O Branding está como todas as actividades criativas sob pressão. Depois do impacto gerado pela rápida adoção da inteligência artificial na criação de algumas fases de projecto, criando a ideia de que tudo vai mudar, existe agora uma expectativa mais moderada sobre o futuro do branding. A ilusão de criar sistemas de identidades consistentes a partir de um “prompt” em dois minutos, não é assim tão diferente das marcas geradas quase instantaneamente numa aplicação online muito populares no início deste século. O problema é sempre o mesmo: Marcas geradas por algoritmos não são humanas. E nós, humanos, rejeitamos marcas que não sejam feitas para nós e por nós. Esta é uma das tendências deste ano: a rejeição da inteligência artificial demasiado artificial. Uma espécie de “Ai free” que alguns criativos estão demasiado excitados em promover. Uma tendência preocupante para as marcas é o pessimismo. As marcas são agentes do otimismo, vivem de ideais, criam ideais. O cinismo e a falta de crença são tendências que estão a obrigar as marcas a mudar. Por um lado temos uma geração emergente, a Z, que perante um mundo cada vez mais caótico procura realidades alternativas, por outro temos ao mesmo tempo uma rejeição à tirania digital. Parece um paradoxo, mas as contradições fazem para dos nossos dias e estão aqui para ficar.

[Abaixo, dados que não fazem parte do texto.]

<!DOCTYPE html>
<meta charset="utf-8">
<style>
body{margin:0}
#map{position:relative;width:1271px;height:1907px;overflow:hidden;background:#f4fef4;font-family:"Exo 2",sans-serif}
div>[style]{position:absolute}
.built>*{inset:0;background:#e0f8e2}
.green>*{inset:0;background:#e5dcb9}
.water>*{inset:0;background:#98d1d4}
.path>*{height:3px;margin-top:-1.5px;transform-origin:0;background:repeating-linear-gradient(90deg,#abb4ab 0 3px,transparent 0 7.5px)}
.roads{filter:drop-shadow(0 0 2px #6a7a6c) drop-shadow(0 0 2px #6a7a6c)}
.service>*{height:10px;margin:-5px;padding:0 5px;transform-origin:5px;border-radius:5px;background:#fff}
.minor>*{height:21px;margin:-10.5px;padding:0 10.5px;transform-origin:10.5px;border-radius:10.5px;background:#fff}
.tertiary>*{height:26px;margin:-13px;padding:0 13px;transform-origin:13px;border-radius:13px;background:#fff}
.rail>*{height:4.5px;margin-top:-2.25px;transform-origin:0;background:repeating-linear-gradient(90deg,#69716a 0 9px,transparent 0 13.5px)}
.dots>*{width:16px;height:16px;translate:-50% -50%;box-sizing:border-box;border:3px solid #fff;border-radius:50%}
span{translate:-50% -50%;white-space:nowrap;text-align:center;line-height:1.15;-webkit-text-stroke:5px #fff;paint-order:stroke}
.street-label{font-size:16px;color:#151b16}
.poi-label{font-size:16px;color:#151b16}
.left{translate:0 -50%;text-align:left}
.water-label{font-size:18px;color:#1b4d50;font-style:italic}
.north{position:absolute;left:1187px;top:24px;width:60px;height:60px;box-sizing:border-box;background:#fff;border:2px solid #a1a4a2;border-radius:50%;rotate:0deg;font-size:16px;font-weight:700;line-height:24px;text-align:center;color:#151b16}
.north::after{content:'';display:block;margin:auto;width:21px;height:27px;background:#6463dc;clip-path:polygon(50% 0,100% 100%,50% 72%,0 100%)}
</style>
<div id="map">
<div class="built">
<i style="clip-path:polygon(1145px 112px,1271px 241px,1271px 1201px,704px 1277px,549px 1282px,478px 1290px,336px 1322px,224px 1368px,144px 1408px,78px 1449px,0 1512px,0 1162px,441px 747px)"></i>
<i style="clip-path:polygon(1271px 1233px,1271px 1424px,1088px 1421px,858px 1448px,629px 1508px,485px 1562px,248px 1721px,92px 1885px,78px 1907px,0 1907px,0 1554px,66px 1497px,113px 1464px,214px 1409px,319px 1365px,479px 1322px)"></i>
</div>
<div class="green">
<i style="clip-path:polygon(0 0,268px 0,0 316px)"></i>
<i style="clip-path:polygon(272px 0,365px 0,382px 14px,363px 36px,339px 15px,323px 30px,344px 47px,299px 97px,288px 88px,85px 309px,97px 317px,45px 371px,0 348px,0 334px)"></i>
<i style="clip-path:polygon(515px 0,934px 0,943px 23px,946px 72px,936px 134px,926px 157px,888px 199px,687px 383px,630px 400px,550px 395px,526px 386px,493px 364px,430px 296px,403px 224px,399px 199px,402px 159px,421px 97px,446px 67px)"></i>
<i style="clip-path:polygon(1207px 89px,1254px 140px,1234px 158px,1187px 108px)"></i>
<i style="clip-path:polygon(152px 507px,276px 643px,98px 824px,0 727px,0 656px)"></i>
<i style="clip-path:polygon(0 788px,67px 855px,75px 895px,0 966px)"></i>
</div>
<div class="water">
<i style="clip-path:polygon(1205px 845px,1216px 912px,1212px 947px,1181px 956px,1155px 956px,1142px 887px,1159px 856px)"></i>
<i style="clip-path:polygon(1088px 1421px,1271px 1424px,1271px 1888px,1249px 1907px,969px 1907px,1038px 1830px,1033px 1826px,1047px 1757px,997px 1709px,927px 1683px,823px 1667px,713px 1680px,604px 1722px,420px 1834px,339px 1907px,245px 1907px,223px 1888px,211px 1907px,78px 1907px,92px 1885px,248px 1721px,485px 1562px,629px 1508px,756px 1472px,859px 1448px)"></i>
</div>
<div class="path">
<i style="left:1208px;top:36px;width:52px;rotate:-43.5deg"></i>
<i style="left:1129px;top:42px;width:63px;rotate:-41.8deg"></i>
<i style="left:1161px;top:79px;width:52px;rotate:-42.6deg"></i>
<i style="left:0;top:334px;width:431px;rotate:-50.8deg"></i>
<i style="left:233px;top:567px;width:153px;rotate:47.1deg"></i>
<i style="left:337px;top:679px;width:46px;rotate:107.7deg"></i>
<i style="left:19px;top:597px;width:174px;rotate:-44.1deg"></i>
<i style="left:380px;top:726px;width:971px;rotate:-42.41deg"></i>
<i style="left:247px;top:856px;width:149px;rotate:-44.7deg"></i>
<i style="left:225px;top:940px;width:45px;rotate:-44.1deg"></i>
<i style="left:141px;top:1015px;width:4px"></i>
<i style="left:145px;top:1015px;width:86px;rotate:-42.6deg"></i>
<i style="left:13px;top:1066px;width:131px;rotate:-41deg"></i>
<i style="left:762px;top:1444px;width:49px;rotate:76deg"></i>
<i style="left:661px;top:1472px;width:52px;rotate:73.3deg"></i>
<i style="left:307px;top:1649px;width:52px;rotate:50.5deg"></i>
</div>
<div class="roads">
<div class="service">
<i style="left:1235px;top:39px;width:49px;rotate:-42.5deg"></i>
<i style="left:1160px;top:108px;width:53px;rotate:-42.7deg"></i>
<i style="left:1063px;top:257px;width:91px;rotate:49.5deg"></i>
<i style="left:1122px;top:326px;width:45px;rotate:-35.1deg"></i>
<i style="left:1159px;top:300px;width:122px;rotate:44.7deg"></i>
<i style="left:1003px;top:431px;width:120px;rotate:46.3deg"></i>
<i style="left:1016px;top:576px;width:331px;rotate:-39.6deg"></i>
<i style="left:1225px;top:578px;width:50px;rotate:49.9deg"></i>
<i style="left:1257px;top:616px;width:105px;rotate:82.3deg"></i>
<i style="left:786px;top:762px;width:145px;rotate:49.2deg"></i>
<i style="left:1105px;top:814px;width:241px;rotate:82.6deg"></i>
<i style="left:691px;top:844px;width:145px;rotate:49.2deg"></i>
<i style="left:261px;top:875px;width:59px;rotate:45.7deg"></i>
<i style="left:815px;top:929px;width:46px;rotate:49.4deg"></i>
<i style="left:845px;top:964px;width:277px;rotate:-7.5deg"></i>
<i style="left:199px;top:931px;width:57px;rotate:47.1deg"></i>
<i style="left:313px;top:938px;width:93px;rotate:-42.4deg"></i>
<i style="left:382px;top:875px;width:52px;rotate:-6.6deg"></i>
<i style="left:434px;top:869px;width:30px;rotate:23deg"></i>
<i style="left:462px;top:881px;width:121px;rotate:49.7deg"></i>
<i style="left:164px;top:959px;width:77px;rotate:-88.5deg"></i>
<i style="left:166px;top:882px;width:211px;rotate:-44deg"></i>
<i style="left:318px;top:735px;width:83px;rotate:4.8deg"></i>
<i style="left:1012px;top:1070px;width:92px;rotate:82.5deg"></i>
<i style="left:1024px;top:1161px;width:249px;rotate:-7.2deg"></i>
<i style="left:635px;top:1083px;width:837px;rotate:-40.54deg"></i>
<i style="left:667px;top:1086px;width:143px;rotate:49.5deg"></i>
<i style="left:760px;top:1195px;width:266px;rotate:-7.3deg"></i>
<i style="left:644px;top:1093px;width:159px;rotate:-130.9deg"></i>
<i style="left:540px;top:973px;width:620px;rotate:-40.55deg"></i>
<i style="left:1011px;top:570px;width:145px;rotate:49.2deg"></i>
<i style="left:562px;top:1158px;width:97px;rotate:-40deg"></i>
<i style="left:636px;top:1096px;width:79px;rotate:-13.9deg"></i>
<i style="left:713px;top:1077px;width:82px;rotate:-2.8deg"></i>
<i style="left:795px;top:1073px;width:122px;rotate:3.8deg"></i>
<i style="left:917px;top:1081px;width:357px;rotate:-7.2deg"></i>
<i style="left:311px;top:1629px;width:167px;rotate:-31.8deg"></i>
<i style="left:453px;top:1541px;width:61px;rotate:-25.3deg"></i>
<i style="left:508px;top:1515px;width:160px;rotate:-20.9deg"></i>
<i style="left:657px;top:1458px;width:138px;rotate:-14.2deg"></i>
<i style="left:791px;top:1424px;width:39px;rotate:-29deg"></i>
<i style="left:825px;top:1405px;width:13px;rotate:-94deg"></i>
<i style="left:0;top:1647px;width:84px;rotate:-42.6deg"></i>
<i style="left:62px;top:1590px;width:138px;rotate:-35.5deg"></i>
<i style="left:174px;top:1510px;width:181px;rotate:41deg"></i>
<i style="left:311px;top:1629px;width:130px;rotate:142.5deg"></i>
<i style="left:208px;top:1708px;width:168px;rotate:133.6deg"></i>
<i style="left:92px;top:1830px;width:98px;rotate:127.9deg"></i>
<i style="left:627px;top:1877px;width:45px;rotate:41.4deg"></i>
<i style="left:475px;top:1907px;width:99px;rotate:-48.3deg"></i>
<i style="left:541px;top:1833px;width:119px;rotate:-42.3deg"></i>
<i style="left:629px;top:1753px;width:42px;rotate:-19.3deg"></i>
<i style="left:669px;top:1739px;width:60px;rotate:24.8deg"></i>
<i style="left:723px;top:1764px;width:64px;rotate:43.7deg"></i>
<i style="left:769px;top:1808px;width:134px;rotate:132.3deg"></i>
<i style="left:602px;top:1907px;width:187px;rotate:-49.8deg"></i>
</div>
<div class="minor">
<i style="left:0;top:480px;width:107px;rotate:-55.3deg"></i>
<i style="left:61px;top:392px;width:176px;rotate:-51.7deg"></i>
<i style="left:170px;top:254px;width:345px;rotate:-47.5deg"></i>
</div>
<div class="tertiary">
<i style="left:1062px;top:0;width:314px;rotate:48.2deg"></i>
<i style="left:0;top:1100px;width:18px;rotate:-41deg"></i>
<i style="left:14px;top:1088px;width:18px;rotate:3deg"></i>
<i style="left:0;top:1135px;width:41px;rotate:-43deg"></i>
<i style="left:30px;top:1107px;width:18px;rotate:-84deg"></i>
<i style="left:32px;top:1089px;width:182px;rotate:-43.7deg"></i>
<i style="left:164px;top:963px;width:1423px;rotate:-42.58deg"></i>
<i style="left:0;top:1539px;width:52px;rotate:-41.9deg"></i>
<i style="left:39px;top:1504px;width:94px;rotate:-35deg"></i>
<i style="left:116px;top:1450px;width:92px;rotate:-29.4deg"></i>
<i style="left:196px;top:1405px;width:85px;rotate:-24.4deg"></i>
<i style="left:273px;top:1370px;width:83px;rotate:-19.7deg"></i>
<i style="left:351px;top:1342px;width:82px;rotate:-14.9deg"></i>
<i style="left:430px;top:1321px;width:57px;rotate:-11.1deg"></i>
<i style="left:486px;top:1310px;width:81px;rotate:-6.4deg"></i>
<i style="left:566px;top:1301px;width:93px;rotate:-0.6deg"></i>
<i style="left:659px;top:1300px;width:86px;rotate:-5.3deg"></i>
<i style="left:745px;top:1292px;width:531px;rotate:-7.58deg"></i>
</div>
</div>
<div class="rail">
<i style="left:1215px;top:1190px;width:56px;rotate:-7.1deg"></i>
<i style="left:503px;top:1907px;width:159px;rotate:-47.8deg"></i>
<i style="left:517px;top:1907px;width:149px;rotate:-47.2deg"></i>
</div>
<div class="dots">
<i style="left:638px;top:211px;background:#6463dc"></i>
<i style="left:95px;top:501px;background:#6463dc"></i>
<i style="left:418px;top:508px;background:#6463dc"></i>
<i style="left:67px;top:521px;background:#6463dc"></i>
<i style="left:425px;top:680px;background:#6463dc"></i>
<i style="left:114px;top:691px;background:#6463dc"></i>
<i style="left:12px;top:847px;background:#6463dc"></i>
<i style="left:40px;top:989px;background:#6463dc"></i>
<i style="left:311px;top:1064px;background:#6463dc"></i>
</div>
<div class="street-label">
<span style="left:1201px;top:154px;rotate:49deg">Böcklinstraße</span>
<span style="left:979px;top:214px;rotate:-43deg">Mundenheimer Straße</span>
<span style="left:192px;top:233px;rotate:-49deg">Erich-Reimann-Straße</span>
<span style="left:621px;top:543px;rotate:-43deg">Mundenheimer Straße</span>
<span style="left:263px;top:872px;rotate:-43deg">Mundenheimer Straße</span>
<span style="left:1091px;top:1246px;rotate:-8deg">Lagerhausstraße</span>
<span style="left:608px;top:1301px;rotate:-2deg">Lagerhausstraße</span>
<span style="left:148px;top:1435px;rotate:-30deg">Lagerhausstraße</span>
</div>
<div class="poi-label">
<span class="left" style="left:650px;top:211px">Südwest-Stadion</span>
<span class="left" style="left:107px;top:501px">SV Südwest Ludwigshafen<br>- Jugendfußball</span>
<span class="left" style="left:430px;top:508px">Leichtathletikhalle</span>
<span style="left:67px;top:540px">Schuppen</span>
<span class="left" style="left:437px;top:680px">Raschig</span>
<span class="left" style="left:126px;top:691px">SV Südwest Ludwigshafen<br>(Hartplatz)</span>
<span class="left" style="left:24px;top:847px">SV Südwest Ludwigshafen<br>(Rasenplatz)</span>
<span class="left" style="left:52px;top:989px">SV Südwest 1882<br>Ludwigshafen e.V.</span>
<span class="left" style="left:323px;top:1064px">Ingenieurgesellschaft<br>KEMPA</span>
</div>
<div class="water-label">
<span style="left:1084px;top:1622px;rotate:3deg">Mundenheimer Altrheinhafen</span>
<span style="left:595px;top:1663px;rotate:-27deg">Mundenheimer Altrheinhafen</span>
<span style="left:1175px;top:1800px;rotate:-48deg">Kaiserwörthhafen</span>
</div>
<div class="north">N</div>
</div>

Como avalia o impacto da inteligência artificial no processo criativo do branding?

É incontornável. Ao nível da criação do computador pessoal ou mesmo da internet. Estes dois momentos mudaram a forma como criámos marcas, antes e depois. O mesmo está a acontecer com a inteligência artificial. Talvez o impacto seja ainda mais profundo, porque os dois momentos que mencionei alteraram a forma como usávamos as ferramentas que nos ajudavam a criar marcas. Mas nunca pensámos em alterar o autor. Em criar agentes para no mínimo serem coautores. Esta pequena diferença muda tudo. Talvez, por enquanto, ainda nos possamos sentir confortáveis na coautoria, em distribuir tarefas ao nível da análise e processamento de dados, mas e quando pedirmos à máquina para decidir por nós aquilo que a máquina sabe que é melhor para nós?

Que projetos considera serem os mais desafiantes na sua carreira na VML Branding?

Ao longo dos mais de 10 anos da VML Branding tive dois tipos de desafio que considero os mais exigentes:

O primeiro é o da sobrevivência. Uma espécie de prova de vida. Em Portugal não é fácil criar uma equipa que seja especializada em branding. Não existem oportunidades no mercado local e apontar baterias para o mercado internacional com uma equipa inexperiente foi um ato de coragem e de loucura. Mas quando não existem mais alternativas, não há que hesitar. Tínhamos de ganhar um projeto com escala e que nos desse crédito: O UEFA EURO 2020 foi o projeto da sobrevivência, criado com uma equipa muito pequena de 3 designers (dois estágiários) e um diretor criativo.
O segundo é o da superação. Costumamos dizer que o segundo álbum é o mais importante na carreira de uma banda, sobretudo se o primeiro tiver sucesso. A UEFA NATIONS LEAGUE significou a superação, igualmente com uma equipa pequena, conseguimos superar a fasquia. A partir desse projecto foi sempre a colocar a fasquia mais alto.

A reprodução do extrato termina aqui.